University of California Press
Taxonomic Revision of the Ant Genus Linepithema (Hymenoptera: Formicidae)
- Author(s): Wild, Alexander L.
- et al.
The primarily Neotropical dolichoderine ant genus Linepithema is revised at the species level for the first time. Morphological and biogeographic data support the recognition of 19 species. The following taxonomic scheme is proposed: L. angulatum (Emery) stat. nov. [= pordescens (Wheeler) syn. nov.], L. dispertitum (Forel), L. flavescens (Wheeler & Mann) stat. nov., L. fuscum Mayr, L. gallardoi (Brèthes) [=breviscapa (Santschi) syn. nov. = impotens (Santschi) syn. nov.], L. humile (Mayr) [=arrogans (Chopard) = riograndense (Borgmeier)], L. iniquum (Mayr) [= bicolor (Forel) syn. nov. = dominicense (Wheeler) syn. nov. = fuscescens (Wheeler) syn. nov. = melleum (Wheeler) syn. nov. = nigellum (Emery) syn. nov. = succineum (Forel) syn. nov.], L. keiteli (Forel) [= subfaciatum (Wheeler & Mann) syn. nov.], L. leucomelas (Emery) [= aspidocoptum (Kempf) syn. nov.], L. micans (Forel) stat. nov. [= platense (Forel) syn. nov. = scotti (Santschi) syn. nov.], L. oblongum (Santschi), L. piliferum (Mayr).
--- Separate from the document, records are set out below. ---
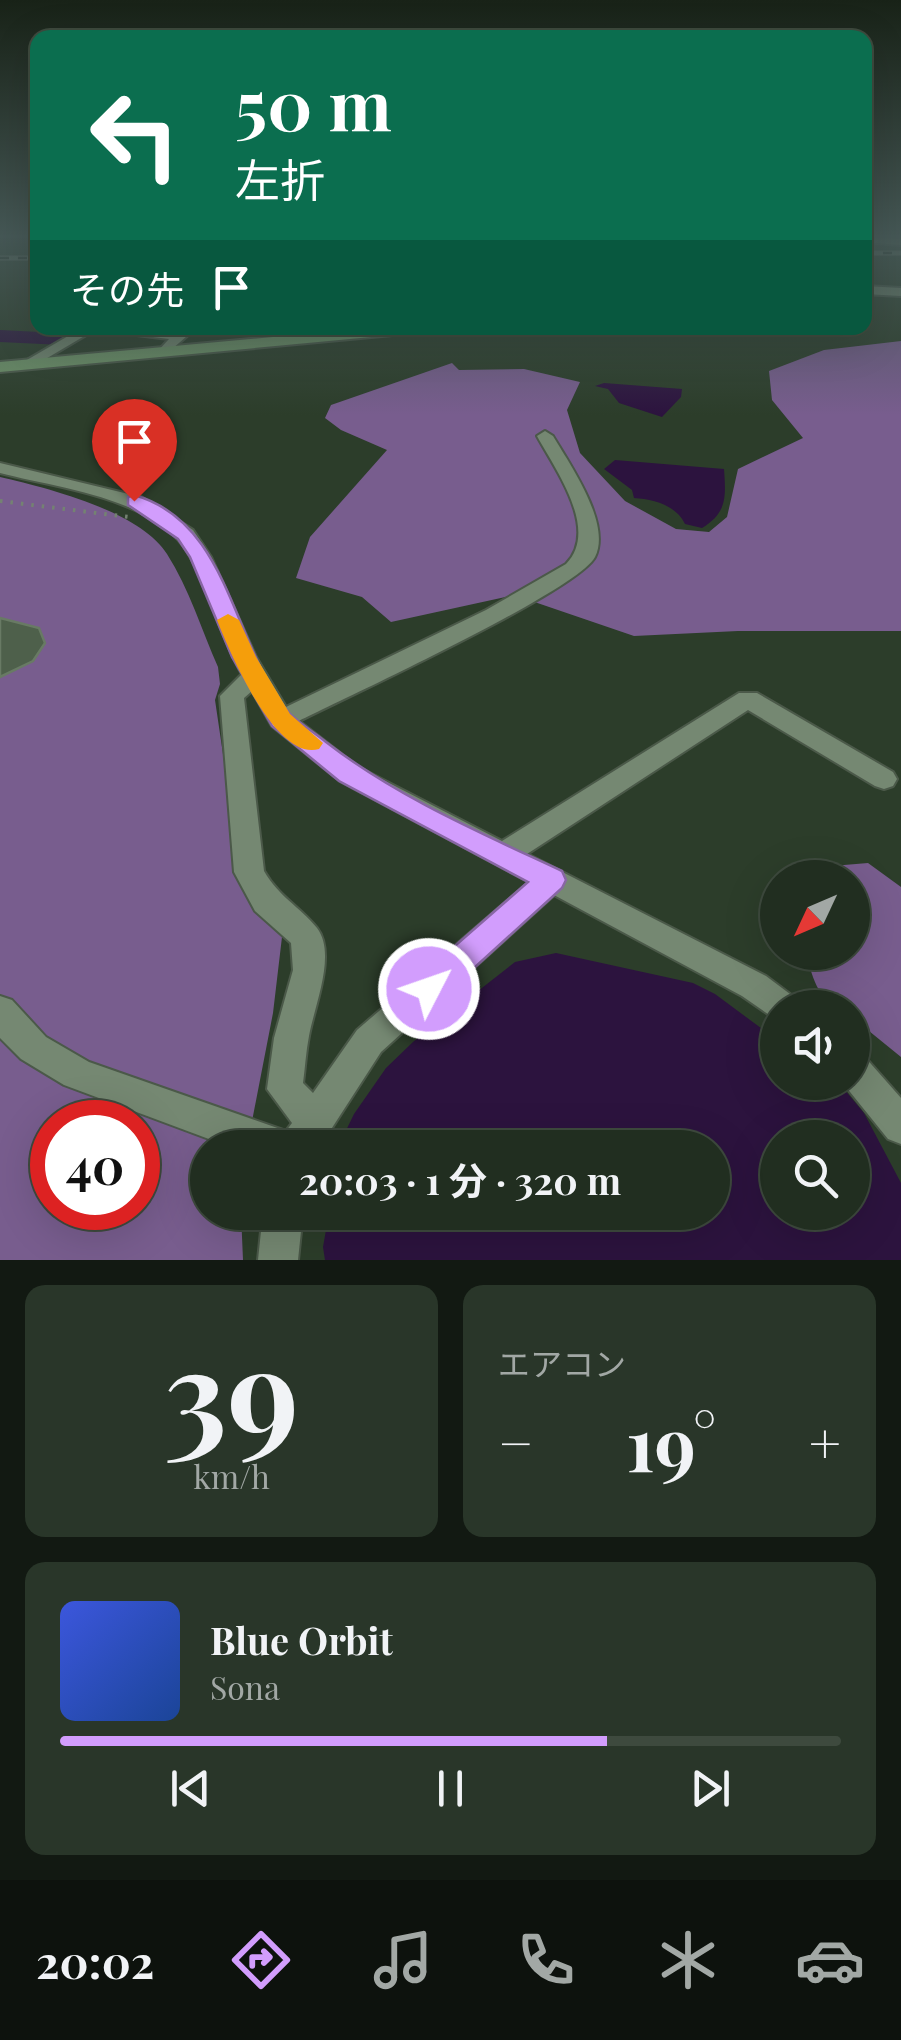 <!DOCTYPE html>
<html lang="ja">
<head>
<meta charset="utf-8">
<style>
	body { margin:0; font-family:"Playfair Display","Noto Sans JP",serif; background:#293629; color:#f1f3f6; height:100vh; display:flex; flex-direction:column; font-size:38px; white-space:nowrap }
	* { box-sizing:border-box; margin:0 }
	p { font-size:32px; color:#a2a8a5 }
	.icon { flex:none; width:55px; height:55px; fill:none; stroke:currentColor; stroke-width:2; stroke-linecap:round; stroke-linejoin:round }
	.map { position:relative; height:1260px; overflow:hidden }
	.details { display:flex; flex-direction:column; gap:25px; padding:25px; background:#121912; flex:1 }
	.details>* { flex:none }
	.banner { position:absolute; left:30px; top:30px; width:842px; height:305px; border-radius:20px; box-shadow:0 10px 40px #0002,0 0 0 2px #3e4a3e; background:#0b6e4f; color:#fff; overflow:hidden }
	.needle { width:65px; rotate:226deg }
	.tools { position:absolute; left:760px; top:860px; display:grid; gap:20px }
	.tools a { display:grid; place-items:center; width:110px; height:110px; border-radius:50%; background:#212e20; box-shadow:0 10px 40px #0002,0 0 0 2px #3e4a3e; font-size:50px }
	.speed { position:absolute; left:30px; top:1100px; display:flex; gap:20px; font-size:50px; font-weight:700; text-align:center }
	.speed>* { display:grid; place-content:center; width:130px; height:130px; border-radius:50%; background:#212e20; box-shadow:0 10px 40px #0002,0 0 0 2px #3e4a3e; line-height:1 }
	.speed .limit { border:15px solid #d22; background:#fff; color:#111 }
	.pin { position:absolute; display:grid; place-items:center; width:85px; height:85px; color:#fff; margin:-102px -42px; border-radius:50% 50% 50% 0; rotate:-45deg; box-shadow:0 0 10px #0007 }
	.pin .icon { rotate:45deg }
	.me { position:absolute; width:110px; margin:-55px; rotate:49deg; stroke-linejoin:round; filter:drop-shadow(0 0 8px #0008) }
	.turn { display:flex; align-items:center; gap:35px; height:210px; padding:0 40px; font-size:45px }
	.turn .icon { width:130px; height:130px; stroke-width:2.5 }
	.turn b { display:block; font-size:70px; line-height:85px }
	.then { display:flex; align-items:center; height:95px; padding:0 40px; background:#0003; gap:20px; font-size:38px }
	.big { font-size:75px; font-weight:700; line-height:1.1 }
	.details .widget { flex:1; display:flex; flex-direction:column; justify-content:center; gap:15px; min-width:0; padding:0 35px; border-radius:20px; background:#293629 }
	.details .dial { align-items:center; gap:0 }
	.dial b { font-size:130px; line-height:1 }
	.song { display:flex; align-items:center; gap:30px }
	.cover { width:120px; height:120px; border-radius:15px; background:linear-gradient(135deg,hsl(230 70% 55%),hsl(220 70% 35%)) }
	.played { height:10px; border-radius:5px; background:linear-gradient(90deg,#d29dfd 70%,#3e4a3e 70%) }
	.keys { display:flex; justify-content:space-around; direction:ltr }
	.heat { display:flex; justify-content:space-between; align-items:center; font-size:55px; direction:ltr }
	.details .tiles { flex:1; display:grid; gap:25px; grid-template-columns:1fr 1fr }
	.widget:last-child { grid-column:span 2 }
	.trip { position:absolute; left:190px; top:1130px; width:540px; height:100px; border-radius:50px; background:#212e20; box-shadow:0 10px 40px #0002,0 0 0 2px #3e4a3e; font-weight:700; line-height:100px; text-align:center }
	.dock { display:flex; height:160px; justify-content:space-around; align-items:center; background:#0d120d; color:#a2a8a5 }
	.dock .icon { width:70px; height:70px }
	.dock .current { color:#d29dfd }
	.dock b { font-size:45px; color:#f1f3f6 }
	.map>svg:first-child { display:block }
	.forest { fill:#785d8e; fill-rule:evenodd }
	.water { fill:#2c133e; fill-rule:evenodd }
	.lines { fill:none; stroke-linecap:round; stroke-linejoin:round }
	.river { fill:#2c133e; fill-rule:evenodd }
	.building { fill:#4e604b; stroke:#687a64; stroke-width:2.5 }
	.minor-casing { stroke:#4b5949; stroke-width:4 }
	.major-casing { stroke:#4b5949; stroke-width:4 }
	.path-far1 { stroke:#748272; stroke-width:2.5; stroke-dasharray:1 4; stroke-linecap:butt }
	.path { stroke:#748272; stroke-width:4; stroke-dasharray:2.5 8; stroke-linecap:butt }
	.minor { fill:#758872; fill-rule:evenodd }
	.major { fill:#6e9268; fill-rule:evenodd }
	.rail-casing { stroke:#7c897a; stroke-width:5 }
	.rail { stroke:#1a2119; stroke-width:2.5; stroke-dasharray:9; stroke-linecap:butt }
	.route { fill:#d29dfd; stroke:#8866a4; stroke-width:2.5 }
	.slow { fill:#f59e0b }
</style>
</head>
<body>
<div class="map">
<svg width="901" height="1260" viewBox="0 0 901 1260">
	<rect width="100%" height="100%" fill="#2c3d2a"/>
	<g class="forest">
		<path d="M901,341v290h-163l-104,5 -120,-41 -123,27 -29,-25 -66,-19 14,-41 77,-87 -46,-20 -16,-12 6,-13 121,-42 7,7 65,-1 56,13 -13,28 13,43 45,48 51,28 33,3 18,-15 11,-48 65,-31 -31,-38 -3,-29 55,-21z"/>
		<path d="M0,477c47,11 140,34 167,77 22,34 35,77 51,113l2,17 -5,16 26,176 18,36 23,25 -9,76 -26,134 -39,1v64l33,1 2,47h-243zM52,1122h86v86h-86z"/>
		<path d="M868,863l33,24v170l-48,-39 -1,-10c-33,0 -39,-29 -46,-55l46,-1v-74l-66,-1 -2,-7z"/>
	</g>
	<g class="water">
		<path d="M604,383l78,6 -1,8 -19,20 -43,-14 -11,-14 -13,-3z"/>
		<path d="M615,460l109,9c2,28 3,44 -22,59l-17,-4c-9,-19 -32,-25 -51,-26l-2,-8 -28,-21z"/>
		<path d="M556,953l137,30 22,11 62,46 1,42 61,1 25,30 37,70v77h-576l-2,-13 6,-34 383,-1v-64l-374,-1 16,-33 32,-46 27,-26 102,-80zM778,1138h74v74h-74z"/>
	</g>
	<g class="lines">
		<path class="river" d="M68,328h24l-29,17 -63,-3v-12l59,3z"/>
	</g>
	<path class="building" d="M0,618l39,10 6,15 -12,18 -33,16z"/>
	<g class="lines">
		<g class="minor-casing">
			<g id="minor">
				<path d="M865,238l36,1v6l-36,-3z"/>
				<path d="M865,286l36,2v8l-36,-2z"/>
				<path d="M82,328h16l-66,39 -12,-3z"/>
				<path d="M105,328h38l44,8 -23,20 -7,-4 12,-13 -57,-7z"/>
				<path d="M407,328h36c-8,7 -28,7 -36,0z"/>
				<path d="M545,431l8,5c16,27 59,88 42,121 -18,34 -248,140 -296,164l59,46 144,74 237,-148h18l136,79 4,7 -4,7 -9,3 -9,-3 -127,-76 -221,144 239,122 28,21 4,11h-20v13l-36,-25 -188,-101 -173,157 -62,96h-86l-169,-63 -43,-26 -21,-21v-42l12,4 34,37 43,25 197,69 6,-8 -25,-34 7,-51 19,-68 -2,-27 -36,-32 -21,-39 -14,-176 22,-22c-22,-38 -31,-83 -54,-121 -32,-55 -131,-65 -188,-80v-10l141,34 52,33 18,27 45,100 30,50 200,-97 80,-46c34,-34 -11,-95 -29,-128zM252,691l20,35 68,55 189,101 -172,148 -44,63 -10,-10c2,-15 3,-32 6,-47 5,-29 28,-82 8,-108 -18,-22 -38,-31 -53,-57l-20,-173z"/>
				<path d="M852,1052l12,4 37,42v46l-13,-5 -46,-57h10z"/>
				<path d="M263,1212h40l-5,48h-40z"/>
			</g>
		</g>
		<g class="major-casing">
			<path id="major" d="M370,328h52l-8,5 -414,39v-10z"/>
		</g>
		<path class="path-far1" d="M0,501h4"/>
		<path class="path" d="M0,501l129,16"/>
		<use href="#minor" class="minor"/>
		<use href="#major" class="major"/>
		<g class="rail-casing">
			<g id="rail">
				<path d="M865,253h36"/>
				<path d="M0,258h38"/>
			</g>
		</g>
		<use href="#rail" class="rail"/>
	</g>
	<linearGradient id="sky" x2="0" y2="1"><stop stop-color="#182217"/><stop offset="0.57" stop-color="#455755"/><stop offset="1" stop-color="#455755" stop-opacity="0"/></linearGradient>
	<rect width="901" height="415" fill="url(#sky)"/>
	<path class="route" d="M134,495c97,27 98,152 156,219 10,10 25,19 36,28 71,55 155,91 236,129l4,9 -4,8 -122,111 -11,5 -12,-5 -5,-10 5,-10 111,-97 -189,-101 -67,-55 -40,-69 -42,-100 -12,-18 -50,-34v-8z"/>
	<path class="slow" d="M228,614l11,6 17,37 34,57 33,29 -4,6c-43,13 -89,-96 -102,-129z"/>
</svg>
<div class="tools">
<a><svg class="needle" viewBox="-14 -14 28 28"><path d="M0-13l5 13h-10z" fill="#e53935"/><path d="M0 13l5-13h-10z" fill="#a2a8a5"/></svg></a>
<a><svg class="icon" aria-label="sound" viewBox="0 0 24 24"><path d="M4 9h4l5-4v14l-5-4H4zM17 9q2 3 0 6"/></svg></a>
<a><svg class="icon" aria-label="search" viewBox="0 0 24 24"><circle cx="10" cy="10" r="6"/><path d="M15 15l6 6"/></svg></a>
</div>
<div class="speed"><div class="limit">40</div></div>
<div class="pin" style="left:134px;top:501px;background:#d93025"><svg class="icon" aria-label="arrive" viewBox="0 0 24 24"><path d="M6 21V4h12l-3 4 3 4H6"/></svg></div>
<svg class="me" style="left:429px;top:989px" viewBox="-20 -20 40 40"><circle r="17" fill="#d29dfd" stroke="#fff" stroke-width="3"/><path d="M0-11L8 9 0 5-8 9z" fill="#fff"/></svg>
<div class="trip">20:03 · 1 分 · 320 m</div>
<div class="banner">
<div class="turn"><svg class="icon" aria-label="left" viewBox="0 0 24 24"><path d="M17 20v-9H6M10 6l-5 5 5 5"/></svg><div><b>50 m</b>左折</div></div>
<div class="then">その先<svg class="icon" aria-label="arrive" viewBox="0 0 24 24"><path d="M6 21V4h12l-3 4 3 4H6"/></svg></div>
</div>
</div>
<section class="details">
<div class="tiles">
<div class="widget dial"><b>39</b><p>km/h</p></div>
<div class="widget"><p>エアコン</p>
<div class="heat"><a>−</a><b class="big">19°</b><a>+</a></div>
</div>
<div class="widget">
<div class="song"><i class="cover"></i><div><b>Blue Orbit</b><p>Sona</p></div></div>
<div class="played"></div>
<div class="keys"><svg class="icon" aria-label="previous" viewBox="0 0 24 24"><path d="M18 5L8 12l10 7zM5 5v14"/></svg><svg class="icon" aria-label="pause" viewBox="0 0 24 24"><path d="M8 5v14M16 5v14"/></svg><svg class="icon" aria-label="next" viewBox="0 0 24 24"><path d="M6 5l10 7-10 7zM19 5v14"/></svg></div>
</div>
</div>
</section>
<nav class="dock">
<b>20:02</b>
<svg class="icon current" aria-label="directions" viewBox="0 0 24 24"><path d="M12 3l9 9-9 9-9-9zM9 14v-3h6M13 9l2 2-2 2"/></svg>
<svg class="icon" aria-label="music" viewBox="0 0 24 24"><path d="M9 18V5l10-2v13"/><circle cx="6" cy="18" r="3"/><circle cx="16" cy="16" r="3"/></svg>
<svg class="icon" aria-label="phone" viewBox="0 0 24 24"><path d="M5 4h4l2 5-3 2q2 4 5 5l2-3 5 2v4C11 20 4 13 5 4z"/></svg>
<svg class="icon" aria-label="climate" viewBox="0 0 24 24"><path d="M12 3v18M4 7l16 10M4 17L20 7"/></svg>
<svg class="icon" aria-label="car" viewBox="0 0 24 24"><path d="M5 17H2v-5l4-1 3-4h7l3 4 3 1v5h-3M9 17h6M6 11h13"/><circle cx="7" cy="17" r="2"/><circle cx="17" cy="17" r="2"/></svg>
</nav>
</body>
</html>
Seven species are described as new: L. anathema sp. nov., L. aztecoides sp. nov., L. cerradense sp. nov., L. cryptobioticum sp. nov., L. neotropicum sp. nov., L. pulex sp. nov., and L. tsachila sp. nov.. Seventeen species are sorted into one of four groups associated with the species L. fuscum, L. humile, L. iniquum, or L. neotropicum, and two species are left unassigned. New generic diagnoses are provided for worker, male, and queen castes, and Shattuck’s (1992a) generic descriptions of the worker, male, and queen castes are modified slightly to take into account expanded knowledge of character state variation. Worker and, where known, male and queen castes are described. Diagnoses, illustrations, and keys are supplied for worker and male castes. Discussions of variation, comparisons to similar species, and nomenclatural issues are given for each species, as well as synopses of life history traits such as queen number, colony structure, geographic distribution, nest site and habitat records, and associations with parasitoid Pseudacteon flies (Diptera: Phoridae).